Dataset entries
------------------------------------------------------------

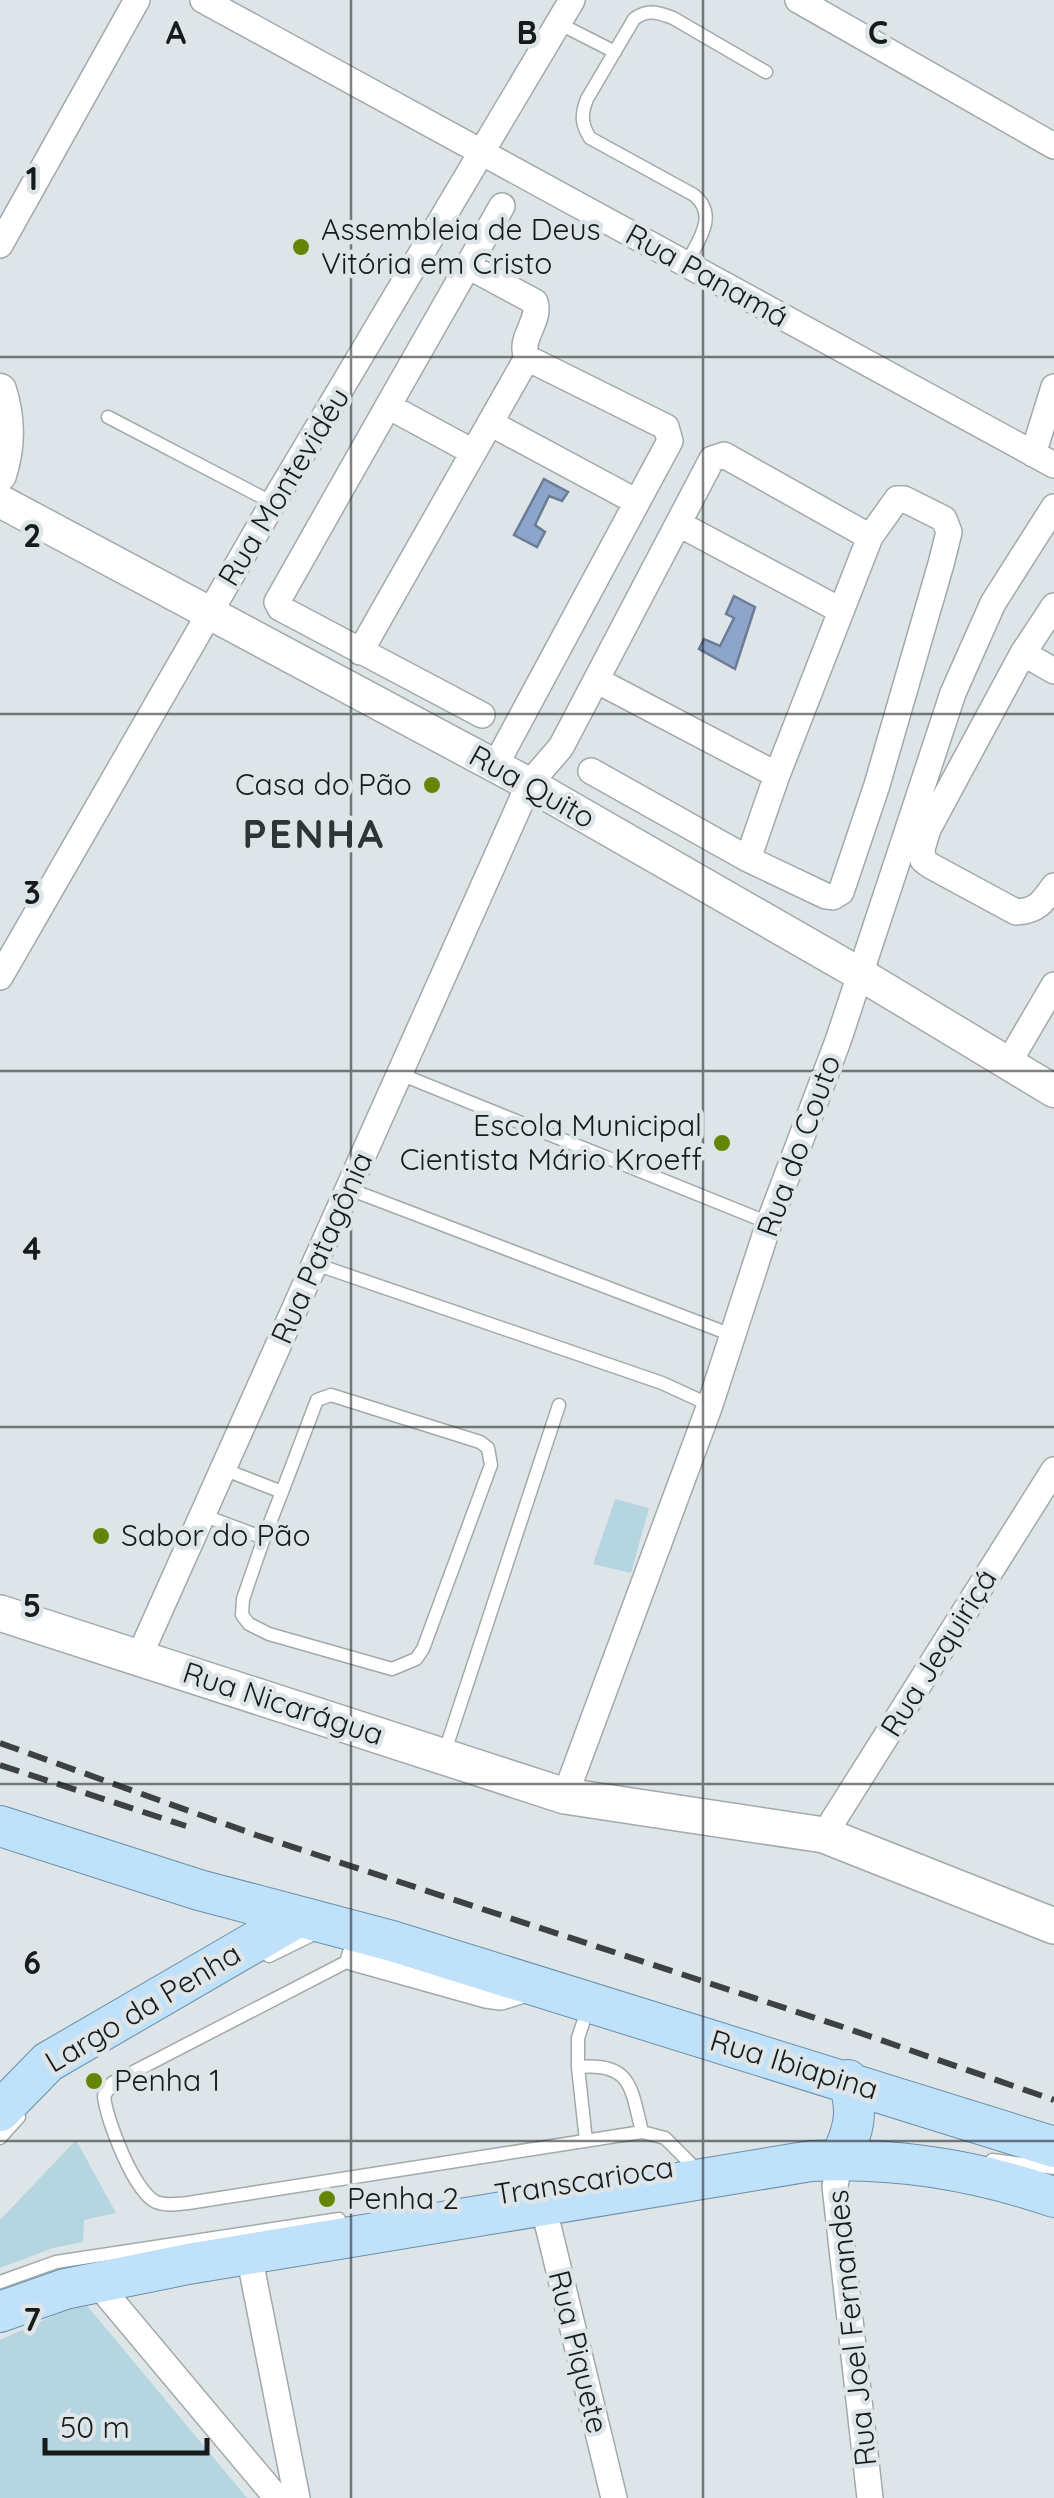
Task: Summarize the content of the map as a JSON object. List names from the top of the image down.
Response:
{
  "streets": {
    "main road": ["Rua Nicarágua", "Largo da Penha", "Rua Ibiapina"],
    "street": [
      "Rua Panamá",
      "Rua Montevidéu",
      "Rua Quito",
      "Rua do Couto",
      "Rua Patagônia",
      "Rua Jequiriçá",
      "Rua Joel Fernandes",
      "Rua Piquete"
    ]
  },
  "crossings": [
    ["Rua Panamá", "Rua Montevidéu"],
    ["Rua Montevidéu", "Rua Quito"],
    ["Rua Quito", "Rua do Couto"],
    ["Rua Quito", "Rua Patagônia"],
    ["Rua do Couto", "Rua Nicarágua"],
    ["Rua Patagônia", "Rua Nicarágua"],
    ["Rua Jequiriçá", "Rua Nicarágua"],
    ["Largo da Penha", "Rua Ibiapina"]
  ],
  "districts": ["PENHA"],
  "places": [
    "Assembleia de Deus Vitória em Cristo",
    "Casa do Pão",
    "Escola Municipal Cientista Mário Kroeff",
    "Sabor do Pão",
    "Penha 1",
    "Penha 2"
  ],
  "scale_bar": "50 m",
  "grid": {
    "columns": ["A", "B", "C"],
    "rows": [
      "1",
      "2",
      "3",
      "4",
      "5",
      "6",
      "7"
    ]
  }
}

------------------------------------------------------------

WHAT NEEDS TO BE DONE:
The lines above that hold the string "Largo" are to be located and copied.

OUTPUT FOR THIS EXERCISE:
    "main road": ["Rua Nicarágua", "Largo da Penha", "Rua Ibiapina"],
    ["Largo da Penha", "Rua Ibiapina"]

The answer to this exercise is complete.